[REQUIREMENT] Write only the number of lines in the data that include the word "lineWidth".

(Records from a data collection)
"""

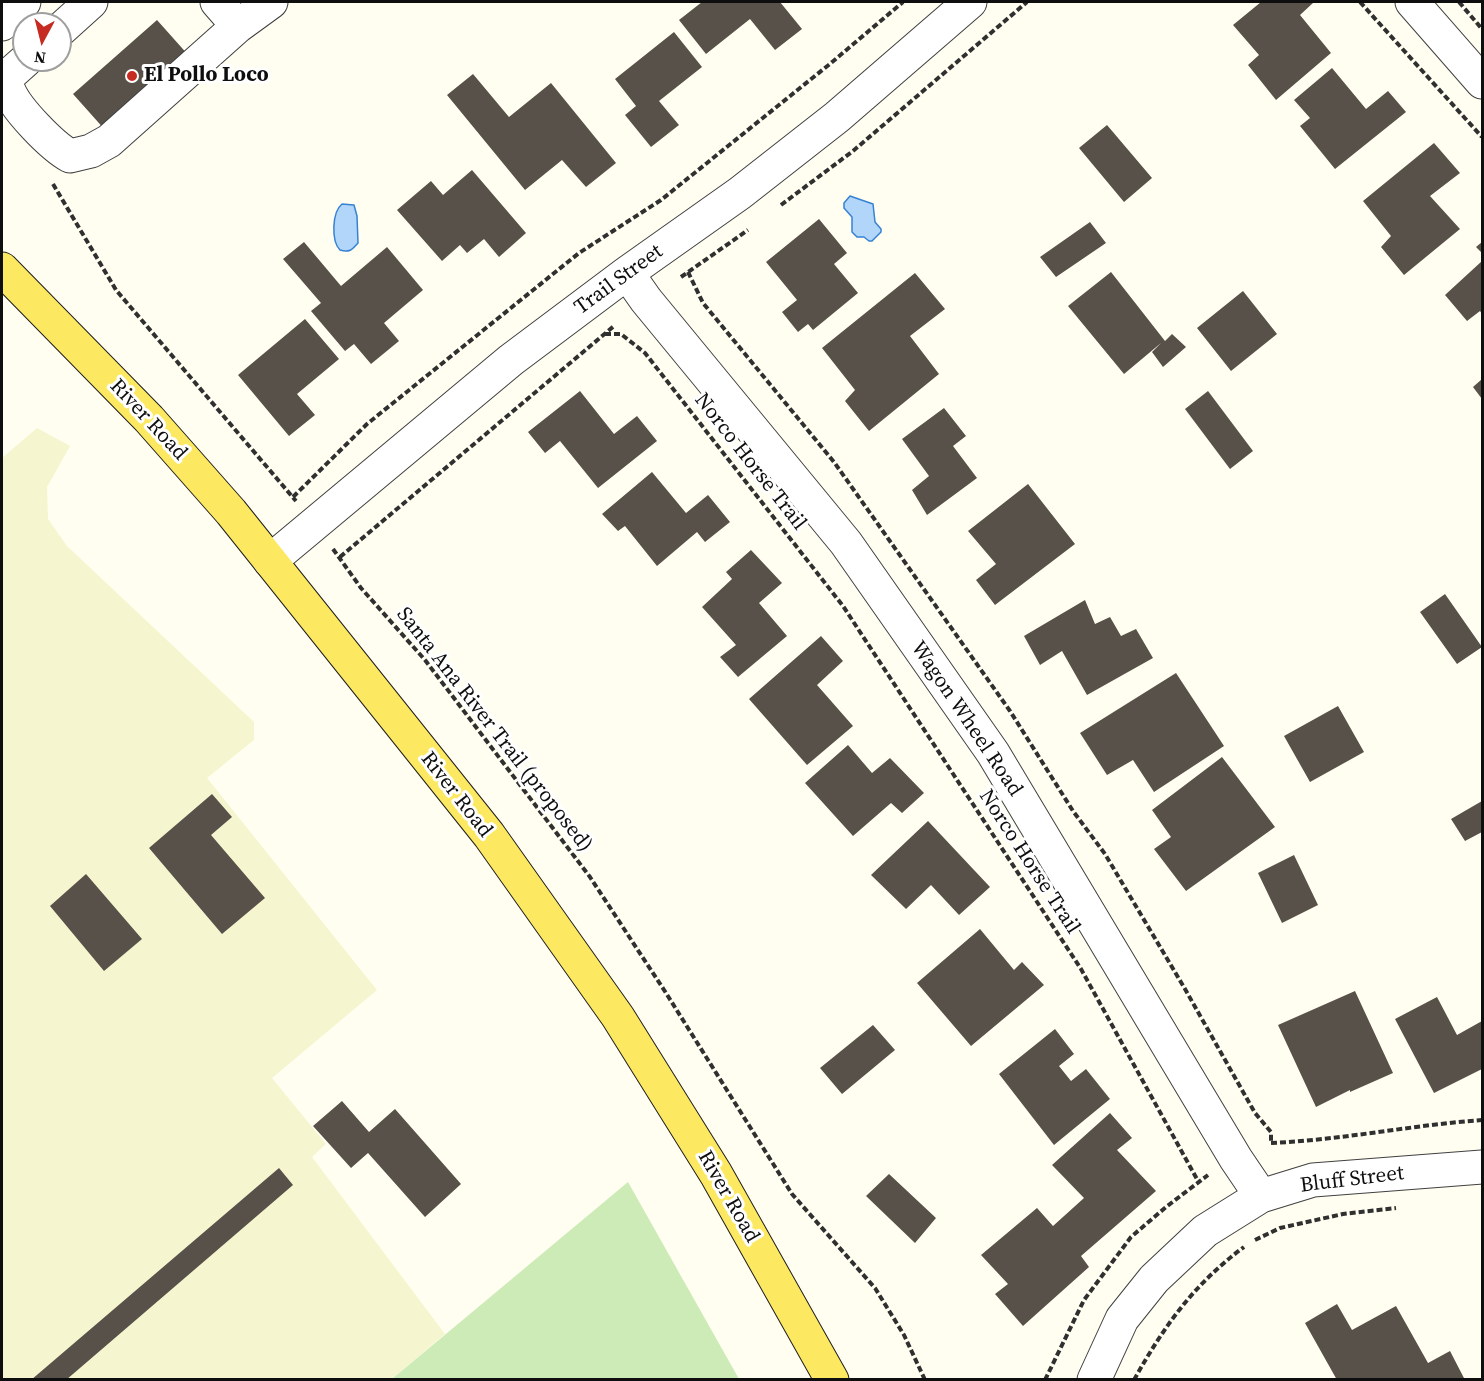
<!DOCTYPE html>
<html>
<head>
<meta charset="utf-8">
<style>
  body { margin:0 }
  #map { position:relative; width:1484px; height:1381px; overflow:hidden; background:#fffef0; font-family:"Source Serif 4",serif }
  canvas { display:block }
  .frame { position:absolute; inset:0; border:3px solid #0e0e0e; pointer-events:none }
  .north { position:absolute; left:12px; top:12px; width:60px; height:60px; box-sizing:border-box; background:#fff; border:2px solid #9f9f9f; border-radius:50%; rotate:187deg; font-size:16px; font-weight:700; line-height:24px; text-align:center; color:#0e0e0e }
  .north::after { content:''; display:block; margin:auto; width:21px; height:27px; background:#c52b20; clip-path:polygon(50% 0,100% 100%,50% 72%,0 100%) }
</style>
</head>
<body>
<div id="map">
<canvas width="1484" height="1381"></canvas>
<div class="frame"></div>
<div class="north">N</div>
</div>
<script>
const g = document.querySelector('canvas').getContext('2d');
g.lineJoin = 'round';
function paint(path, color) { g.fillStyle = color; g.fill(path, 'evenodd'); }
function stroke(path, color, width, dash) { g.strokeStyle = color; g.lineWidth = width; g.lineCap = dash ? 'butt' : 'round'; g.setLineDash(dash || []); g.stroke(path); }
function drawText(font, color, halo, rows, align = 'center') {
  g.font = font + ' "Source Serif 4",serif'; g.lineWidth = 6; g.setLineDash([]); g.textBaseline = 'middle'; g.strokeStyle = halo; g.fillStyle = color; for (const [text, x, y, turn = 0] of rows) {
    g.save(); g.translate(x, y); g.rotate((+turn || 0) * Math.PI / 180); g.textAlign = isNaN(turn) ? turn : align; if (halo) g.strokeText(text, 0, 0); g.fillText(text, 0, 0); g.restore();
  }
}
const farmland = new Path2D(`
  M37,428L70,446L47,487L48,519L67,546L254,722V740L207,778L377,990L272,1078L326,1144L312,1157L445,1334L392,1379H2V458Z`);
const green = new Path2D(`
  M628,1182L739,1379H392Z`);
const water = new Path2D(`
  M850,196L873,204L875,222L881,229V232L872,241H869L864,237H857L852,232V217L844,208V203Z
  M342,204L354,205L357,216L358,243C352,250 349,253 340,250C331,241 332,212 342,204Z`);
const building = new Path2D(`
  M702,2H780L802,29L775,50L750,19L706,54L679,20Z
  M1261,2H1312L1313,3L1300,15L1331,53L1276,100L1248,65L1259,55L1233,25Z
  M157,20L190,57L106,131L73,94Z
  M674,32L702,67L659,101L679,125L651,147L625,115L636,106L615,79Z
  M1332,68L1366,109L1388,91L1406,112L1335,169L1300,126L1310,118L1294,100Z
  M473,74L509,117L551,83L616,163L586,187L562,160L525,190L447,95Z
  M1107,125L1152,178L1124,202L1079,148Z
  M1434,143L1460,173L1430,196L1460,229L1404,275L1381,247L1391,236L1363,201Z
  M472,170L526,233L499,257L484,239L467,253L460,245L442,261L397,210L431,181L443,195Z
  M819,219L847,253L834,264L858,293L813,330L808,324L798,332L782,312L797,300L766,262Z
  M1090,222L1106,243L1056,277L1040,257Z
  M304,242L341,286L387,247L423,290L384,323L399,341L371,364L354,344L345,351L311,311L321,303L283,259Z
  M1482,242V253L1476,247Z
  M1482,261V314L1480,311L1467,321L1445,295Z
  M1111,272L1165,341L1172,334L1186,347L1163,367L1152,352L1161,343L1124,374L1068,306Z
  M915,273L945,309L910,336L939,374L869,431L845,401L855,390L822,348Z
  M1243,291L1277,334L1231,371L1197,328Z
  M305,319L339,359L297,394L315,415L289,436L238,375Z
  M1482,379V399L1473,387Z
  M580,391L614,434L637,416L657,441L598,488L560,441L545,453L528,432Z
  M1208,391L1253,451L1230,469L1185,409Z
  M944,408L966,436L953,446L977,478L927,515L912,490L929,476L902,439Z
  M652,472L686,513L708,495L730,522L705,542L697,532L657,566L625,526L618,531L602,514Z
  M1028,484L1075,544L995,605L976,580L996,564L968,531Z
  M751,550L782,583L759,603L787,636L738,677L720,657L736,645L702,607L732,579L726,572Z
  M1445,594L1482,647L1457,664L1420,612Z
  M1085,600L1095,624L1110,617L1121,636L1136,629L1153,658L1087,695L1062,651L1040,665L1024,636Z
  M821,636L843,661L817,685L853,726L807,765L749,699Z
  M1176,673L1224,746L1154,792L1133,760L1107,775L1080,733Z
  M1338,706L1364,752L1310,782L1284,736Z
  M848,745L872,773L890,758L924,793L902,813L891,803L853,836L805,783Z
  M1222,757L1275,827L1186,891L1154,849L1171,837L1152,810Z
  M212,794L232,817L211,835L265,898L222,934L149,848Z
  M1482,801V832L1465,841L1451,819Z
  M928,821L990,887L959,915L931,885L906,909L871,875Z
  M1294,855L1318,905L1282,923L1258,873Z
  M86,874L142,939L104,971L50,906Z
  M980,929L1014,970L1022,962L1044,985L971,1046L917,983Z
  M1355,991L1393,1073L1350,1092V1090L1316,1107L1278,1025Z
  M1437,997L1457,1035L1482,1021V1069L1434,1093L1395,1019Z
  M873,1025L895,1050L842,1094L820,1068Z
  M1055,1029L1074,1054L1059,1066L1071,1081L1086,1069L1110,1099L1054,1145L999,1074Z
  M342,1101L369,1132L395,1109L461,1184L425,1217L368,1153L351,1168L313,1126Z
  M1110,1113L1132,1138L1117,1150L1156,1191L1081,1256L1089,1267L1023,1326L995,1294L1008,1284L981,1255L1037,1208L1053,1226L1084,1198L1052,1165Z
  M279,1168L293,1185L66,1380H31Z
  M889,1174L936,1218L915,1243L866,1196Z
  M1337,1304L1352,1330L1396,1306L1428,1363L1450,1351L1465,1380H1337L1305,1323Z`);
const path = new Path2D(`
  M1360,2L1482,137
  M1459,2L1482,29
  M53,184L116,290L296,501
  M781,205L853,151L1027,2
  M688,272L703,303L834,462L1010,711L1073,811L1105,854L1185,989L1255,1113L1271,1132V1143
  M681,277L748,230
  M605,334H621L645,353L843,606L1081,969L1198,1181
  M293,497L367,424L579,253L661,200L831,63L903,2
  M333,549L361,588L425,660L590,877L666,993L792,1194L875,1288L904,1335L925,1380
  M340,557L614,326
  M1271,1143C1342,1140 1412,1125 1482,1120
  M1255,1240L1280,1228L1343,1214L1396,1208
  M1045,1380L1084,1300L1131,1237L1166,1207L1208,1175
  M1134,1380C1164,1326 1194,1284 1244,1247`);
const minor = new Path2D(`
  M217,2L238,26L271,2
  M1412,2L1482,82
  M2,24L24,2
  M60,30L91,2
  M26,60L7,77C8,82 7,87 9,91C17,110 52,146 70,156L91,151L109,141L238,26
  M627,273L646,300L846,543L993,753L1236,1159L1261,1196
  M270,561L511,360L627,273L740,193L837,117L970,2
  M1094,1380L1122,1319L1154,1279L1205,1231L1261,1196L1313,1180L1482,1167`);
const major = new Path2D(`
  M2,269L149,419L231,512L489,835L618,1017L716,1174L832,1380`);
const markers = [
  [132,76,6,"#c52b20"]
];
const poiNames = [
  ["El Pollo Loco",144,76]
];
const streetNames = [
  ["Trail Street",619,280,-36],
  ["River Road",148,420,47],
  ["Norco Horse Trail",750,462,52],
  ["Wagon Wheel Road",966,719,56],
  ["Santa Ana River Trail (proposed)",494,730,52],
  ["River Road",456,795,52],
  ["Norco Horse Trail",1029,862,57],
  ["Bluff Street",1352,1180,-7],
  ["River Road",728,1197,60]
];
paint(farmland, '#f5f6cf');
paint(green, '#ccebb7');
paint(water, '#b2d6f9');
stroke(water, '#3682d3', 1.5);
paint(building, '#58514a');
stroke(minor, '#414141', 35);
stroke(major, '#1f1f1f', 35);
stroke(path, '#303030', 4, [6, 3]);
stroke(minor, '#fff', 33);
stroke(major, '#fde961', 33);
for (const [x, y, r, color] of markers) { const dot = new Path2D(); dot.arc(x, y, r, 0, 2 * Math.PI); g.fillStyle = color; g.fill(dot); stroke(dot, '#fff', 2); }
drawText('bold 21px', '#0e0e0e', '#fff', poiNames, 'left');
drawText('21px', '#0e0e0e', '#fff', streetNames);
</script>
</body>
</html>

"""

[RESULT OF THE EXERCISE] 2